Sophia Loren once said of her beauty, “Everything you see, I owe to spaghetti.” It’s a fabulous quote from a fabulous woman, one whose life embodies a particularly Italian approach to glamor and beauty. The product of a true rag to riches fairytale, Loren grew up penniless and went on to become one of the biggest film stars we have known. Her bombshell looks conjure up instant imagery of wonderful summer dresses and sun kissed skin, of a life well lived under starry skies. In a season where we have looked to the glamor of the Mediterranean and the barefoot chic of an Italian summer for a collection steeped in sunshine, nature and the wonders of Riviera living, she is a fitting muse.

Loren’s life wasn’t always dripping in glitz and glamor. Born in 1934, she came into the world on a charity ward for unwed mothers (her engineer father refused to marry her piano teacher mother in a scandalous move for the time.) Taunted for being an illegitimate child, wartime Italy proved a brutal place to grow up, with Loren and her family suffering terrible poverty amidst the constant danger of bombings. Living with several relatives in a small apartment and brought up on strict rations, Sophia was so skinny she was known as Sophia Stuzzicadenti (Sophia toothpick) at school. Her mother Romilda, however, was a great beauty, stopped often in the street for her resemblance to Greta Garbo, and as the young Sophia grew up it became clear her looks were also far from ordinary. Her family encouraged her to enter a beauty contest aged 15, which she did, wearing a dress made by her Grandmother from their living room curtains – and the rest is Italian film history.

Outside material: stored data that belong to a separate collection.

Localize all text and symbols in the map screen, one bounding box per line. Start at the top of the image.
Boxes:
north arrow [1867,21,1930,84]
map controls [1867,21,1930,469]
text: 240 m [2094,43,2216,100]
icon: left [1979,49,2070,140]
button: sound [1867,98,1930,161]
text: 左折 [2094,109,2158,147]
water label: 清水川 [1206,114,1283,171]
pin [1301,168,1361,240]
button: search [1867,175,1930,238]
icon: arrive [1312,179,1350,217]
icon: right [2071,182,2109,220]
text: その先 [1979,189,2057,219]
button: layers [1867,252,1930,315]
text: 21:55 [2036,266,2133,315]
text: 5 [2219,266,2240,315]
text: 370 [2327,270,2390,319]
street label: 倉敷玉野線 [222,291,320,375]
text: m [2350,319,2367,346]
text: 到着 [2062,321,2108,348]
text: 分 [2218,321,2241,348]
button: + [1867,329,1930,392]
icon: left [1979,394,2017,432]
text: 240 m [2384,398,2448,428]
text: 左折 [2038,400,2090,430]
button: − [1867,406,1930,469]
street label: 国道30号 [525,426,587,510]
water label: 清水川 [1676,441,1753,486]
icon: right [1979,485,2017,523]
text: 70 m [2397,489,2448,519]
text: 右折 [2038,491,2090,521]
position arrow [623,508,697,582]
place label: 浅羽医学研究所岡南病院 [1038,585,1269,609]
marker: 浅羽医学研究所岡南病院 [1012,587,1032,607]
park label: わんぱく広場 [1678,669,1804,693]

When the young Loren first met her future husband, the film producer Carlo Ponti, she was just 15 and he was a 37 year old married father of two. He came across her at a beauty contest, quickly becoming her mentor and manager and steering her towards stardom both at home and in Hollywood.  They were lovers by the time she was 19 and married when she was 22 – in spite of some stiff competition from Cary Grant, who Loren had starred with in The Houseboat. Ponti and Loren went on to have one of the most successful marriages in show business. His savvy and her talent propelled her into a new stratosphere of success, one that saw her win countless awards including the first ever Oscar for best actress in a non English speaking role. Equally successful was their partnership at home. In spite of a difficult start (they were forced to annul his initial marriage after the Italian authorities refused to grant him a divorce from his first wife, fighting tooth and nail for the right to wed until 1966, when it was finally granted, in France,) they were together for 50 years. When Ponti died in 2007, Loren was asked if she’d ever remarry. She replied, “No, never again. It would be impossible to love anyone else”.

                

Early on, Ponti had promised Sophia, “the most beautiful house in the world.” That house turned out to be an extremely grand 16th Century villa in Marino, not too far from Rome. Captured in 1964 in a series of photographs by LIFE magazine photographer Alfred Eisenstaedt, their life there seems to have been the very embodiment of La Dolce Vita. The grand, main house with its shuttered and balconied façade looked over gardens full of fig trees whilst the interiors were opulent, furnished with the couple’s art collection as well as wonderful antique tapestries and furniture. Images of Sophia strolling through the garden picking flowers, breakfasting on the terrace or lounging by the pool reveal a barefoot chic side to the bombshell that absolutely chimes with our Spring Summer collection, one in which raffia bags and wooden clutches, earthy colors and heady prints all come together to bring a little bit of just this sort of sun drenched allure to the party.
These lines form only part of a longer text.